• [Exercise objective] The exact lines of the listing, from its first through the line that contains "0 #909f9f) drop-shadow(-2px", are to make up the answer, and pictures are to be left out.

• [Provided information]
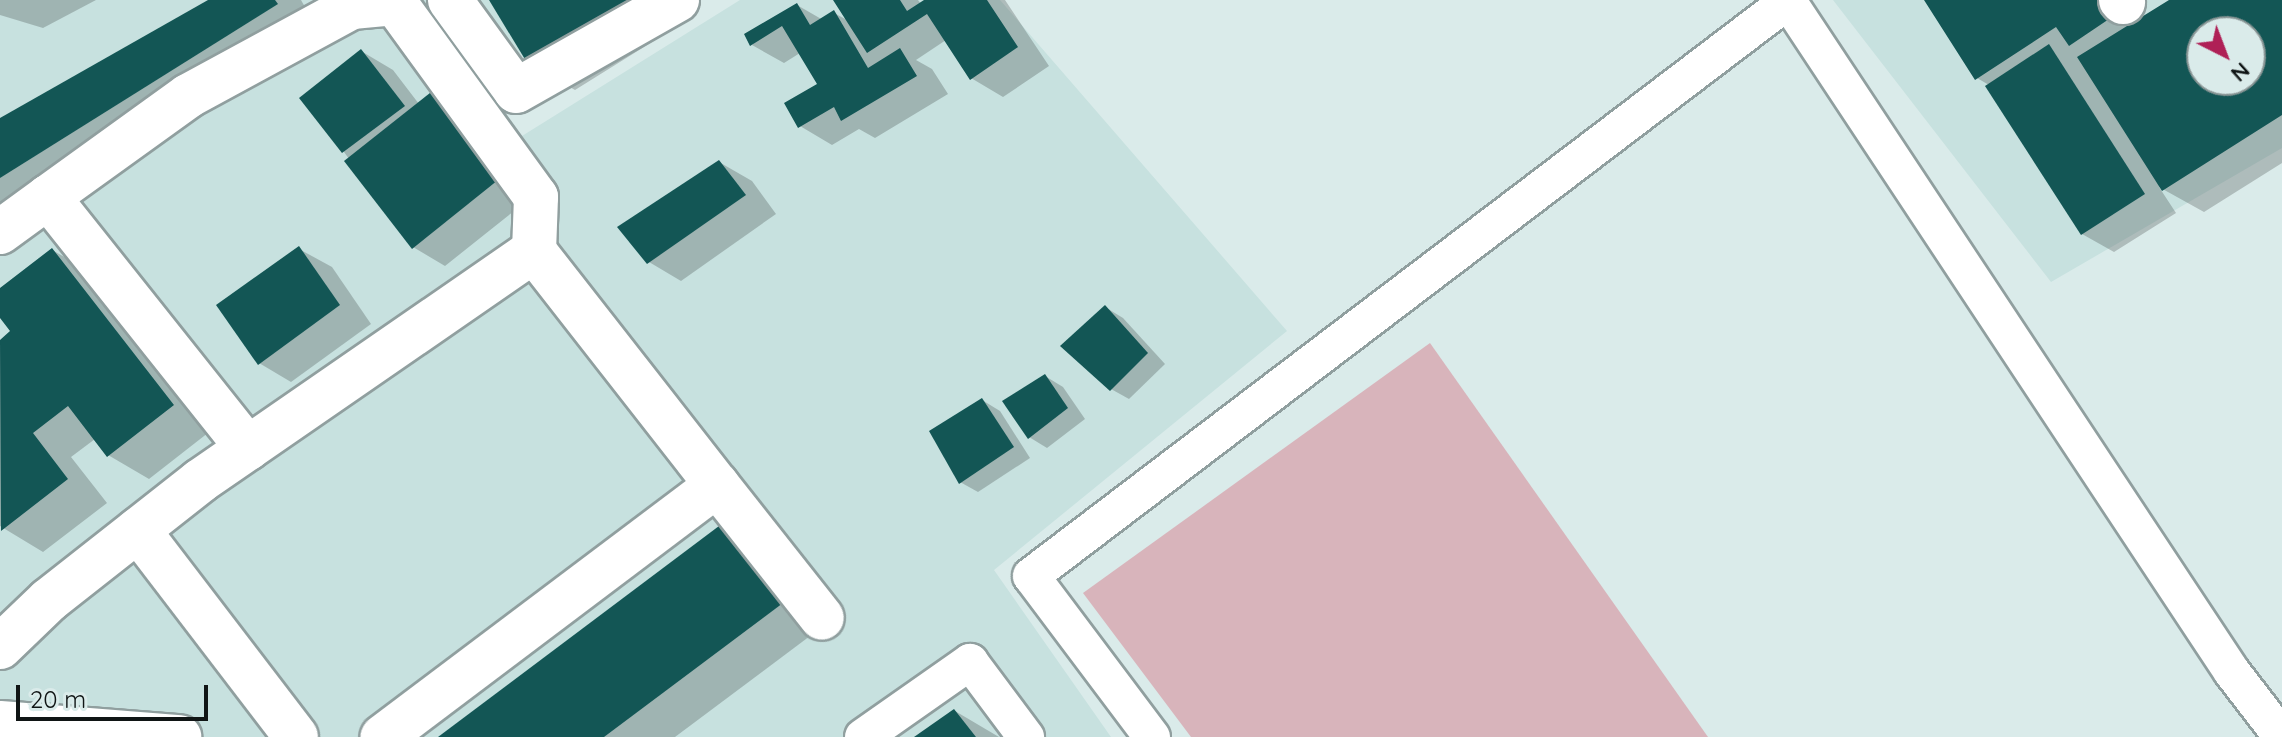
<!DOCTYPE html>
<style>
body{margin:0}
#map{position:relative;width:2282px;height:737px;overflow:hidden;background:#daebea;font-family:Quicksand,sans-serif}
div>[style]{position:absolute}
.built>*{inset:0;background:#c7e1df}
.green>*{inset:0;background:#d8b4bb}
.shadow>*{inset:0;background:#0003}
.building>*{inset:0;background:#135655}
.roads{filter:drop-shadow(2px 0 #909f9f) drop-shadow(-2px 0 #909f9f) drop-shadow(0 2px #909f9f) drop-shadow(0 -2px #909f9f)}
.service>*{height:36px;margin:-18px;padding:0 18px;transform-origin:18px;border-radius:18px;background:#fff}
.minor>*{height:44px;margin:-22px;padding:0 22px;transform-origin:22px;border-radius:22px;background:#fff}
span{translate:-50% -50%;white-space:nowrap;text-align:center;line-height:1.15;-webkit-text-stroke:8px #daebea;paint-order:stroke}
.north{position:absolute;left:2186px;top:16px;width:80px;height:80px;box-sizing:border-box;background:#daebea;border:2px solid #899595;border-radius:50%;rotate:138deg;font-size:22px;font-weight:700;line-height:32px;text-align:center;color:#101515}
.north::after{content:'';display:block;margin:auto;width:28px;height:36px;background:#af2056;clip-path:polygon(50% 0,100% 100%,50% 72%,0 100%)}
.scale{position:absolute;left:16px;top:685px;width:192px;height:36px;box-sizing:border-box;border:4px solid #101515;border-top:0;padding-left:10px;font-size:24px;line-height:28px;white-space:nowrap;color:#101515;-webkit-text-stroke:6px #daebea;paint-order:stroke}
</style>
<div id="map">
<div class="built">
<i style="clip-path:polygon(0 0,646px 0,521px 73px,434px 14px,522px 136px,740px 0,1000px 0,1287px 331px,994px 570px,1111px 737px,0 737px)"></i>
<i style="clip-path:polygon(evenodd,1833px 0,2282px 0,2282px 148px,2051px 282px,1833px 0,2202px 32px,2250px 32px,2250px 80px,2202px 80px,2202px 32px)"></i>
</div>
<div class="green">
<i style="clip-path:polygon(1430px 343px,1708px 737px,1191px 737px,1083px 593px)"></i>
</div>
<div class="shadow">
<i style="clip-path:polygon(0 0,96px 0,43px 28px,0 15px)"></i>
<i style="clip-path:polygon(212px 0,301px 0,317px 28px,0 224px,0 120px)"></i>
<i style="clip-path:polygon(491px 0,672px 0,684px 22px,575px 90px,530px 64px)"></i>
<i style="clip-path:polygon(835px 0,918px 0,921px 4px,928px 0,1005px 0,1049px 66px,1003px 97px,971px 78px,946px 40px,916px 60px,932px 69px,948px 94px,875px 138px,859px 129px,832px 145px,800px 126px,819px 85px,800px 53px,784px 63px,752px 45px,797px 5px,823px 20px,834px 13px,849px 21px)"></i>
<i style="clip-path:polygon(evenodd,1926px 0,2125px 0,2139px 21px,2173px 0,2282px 0,2282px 163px,2204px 212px,2159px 187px,2176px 213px,2114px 252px,2082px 234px,1989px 85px,1977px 78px,1926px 0,2202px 32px,2250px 32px,2250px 80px,2202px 80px,2202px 32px)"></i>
<i style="clip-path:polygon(361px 51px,393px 70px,419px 104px,534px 195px,445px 266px,413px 247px,344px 152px)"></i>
<i style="clip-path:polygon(719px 162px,752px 181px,776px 214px,681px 281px,649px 262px)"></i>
<i style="clip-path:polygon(299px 249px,332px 267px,371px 324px,291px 382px,259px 363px)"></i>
<i style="clip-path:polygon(52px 250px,93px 273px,213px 429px,149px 479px,108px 455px,95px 439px,71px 457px,107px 503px,43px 552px,0 526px,0 342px,13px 332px,0 315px,0 290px)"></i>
<i style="clip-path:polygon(1105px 307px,1123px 318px,1165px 364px,1129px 399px,1111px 389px)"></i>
<i style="clip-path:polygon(1045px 376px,1063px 387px,1085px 419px,1047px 448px,1029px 437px)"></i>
<i style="clip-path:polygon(982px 400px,1000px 411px,1030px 458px,978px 492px,960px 482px)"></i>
<i style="clip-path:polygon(723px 525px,822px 627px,675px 737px,441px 737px)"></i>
<i style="clip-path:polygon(955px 711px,999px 737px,918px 737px)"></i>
</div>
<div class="building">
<i style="clip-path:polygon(208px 0,275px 0,278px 4px,0 178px,0 118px)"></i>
<i style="clip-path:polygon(489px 0,635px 0,529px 66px)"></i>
<i style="clip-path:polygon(833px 0,900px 0,907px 11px,924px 0,987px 0,1018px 47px,970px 80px,927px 14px,867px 53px)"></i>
<i style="clip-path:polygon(1924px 0,2101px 0,2112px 17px,2069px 46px,2056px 27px,1975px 80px)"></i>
<i style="clip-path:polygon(evenodd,2169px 0,2282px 0,2282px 115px,2162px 191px,2077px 57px,2169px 0,2202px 32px,2250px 32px,2250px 80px,2202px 80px,2202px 32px)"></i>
<i style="clip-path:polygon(797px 3px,810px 25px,834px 10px,868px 68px,900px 48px,917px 76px,841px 121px,834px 107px,798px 128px,784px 103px,817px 84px,782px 26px,750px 46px,744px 34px)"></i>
<i style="clip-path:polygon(2049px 44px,2145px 194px,2081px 235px,1985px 86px)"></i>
<i style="clip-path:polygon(361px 49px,405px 106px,342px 153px,299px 98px)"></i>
<i style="clip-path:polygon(435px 89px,503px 176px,412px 249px,344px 161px)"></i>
<i style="clip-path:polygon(719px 160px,746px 195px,647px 264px,617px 227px)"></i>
<i style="clip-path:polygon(299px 246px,340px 305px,258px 365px,216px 305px)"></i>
<i style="clip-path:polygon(52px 248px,174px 405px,107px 457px,68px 406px,33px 433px,68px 479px,1px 531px,0 340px,10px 331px,0 318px,0 288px)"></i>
<i style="clip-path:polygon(1105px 305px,1148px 353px,1110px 391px,1060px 346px)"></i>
<i style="clip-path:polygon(1045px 374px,1068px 408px,1028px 439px,1002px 401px)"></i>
<i style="clip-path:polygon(982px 398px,1014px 447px,959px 484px,929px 431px)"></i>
<i style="clip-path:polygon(723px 523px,783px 603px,604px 737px,438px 737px)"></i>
<i style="clip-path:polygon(954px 709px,976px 737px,914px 737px)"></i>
</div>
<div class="roads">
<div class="service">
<i style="left:863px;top:737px;width:131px;rotate:-35deg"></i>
<i style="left:970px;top:662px;width:94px;rotate:53.3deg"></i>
<i style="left:1152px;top:737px;width:201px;rotate:-126.9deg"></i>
<i style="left:1031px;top:576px;width:951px;rotate:-37.22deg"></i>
<i style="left:1788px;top:1px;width:805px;rotate:56.51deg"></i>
<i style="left:2232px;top:672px;width:82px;rotate:52.4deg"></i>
</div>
<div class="minor">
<i style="left:450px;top:0;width:112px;rotate:54deg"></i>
<i style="left:516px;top:91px;width:185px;rotate:-29.5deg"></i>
<i style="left:2121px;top:0;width:3px;rotate:45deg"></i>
<i style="left:48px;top:197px;width:173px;rotate:-35.8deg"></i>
<i style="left:188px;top:96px;width:187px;rotate:-28.5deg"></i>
<i style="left:352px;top:7px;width:43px;rotate:-5.3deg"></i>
<i style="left:395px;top:3px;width:240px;rotate:54deg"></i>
<i style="left:536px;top:197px;width:54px;rotate:92.1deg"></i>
<i style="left:0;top:232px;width:59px;rotate:-36.1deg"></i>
<i style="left:48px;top:197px;width:321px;rotate:51.5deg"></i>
<i style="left:717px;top:485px;width:169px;rotate:51.7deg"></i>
<i style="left:138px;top:530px;width:260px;rotate:52.6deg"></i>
<i style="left:0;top:647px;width:68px;rotate:-43.8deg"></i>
<i style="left:49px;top:600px;width:192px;rotate:-38.2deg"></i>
<i style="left:200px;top:481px;width:406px;rotate:-34.6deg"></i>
<i style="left:534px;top:251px;width:297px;rotate:52deg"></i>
<i style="left:717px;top:485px;width:419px;rotate:143deg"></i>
<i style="left:0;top:723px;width:180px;rotate:4.5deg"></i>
</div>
</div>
<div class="north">N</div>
<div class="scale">20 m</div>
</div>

• [Expected output]
<!DOCTYPE html>
<style>
body{margin:0}
#map{position:relative;width:2282px;height:737px;overflow:hidden;background:#daebea;font-family:Quicksand,sans-serif}
div>[style]{position:absolute}
.built>*{inset:0;background:#c7e1df}
.green>*{inset:0;background:#d8b4bb}
.shadow>*{inset:0;background:#0003}
.building>*{inset:0;background:#135655}
.roads{filter:drop-shadow(2px 0 #909f9f) drop-shadow(-2px 0 #909f9f) drop-shadow(0 2px #909f9f) drop-shadow(0 -2px #909f9f)}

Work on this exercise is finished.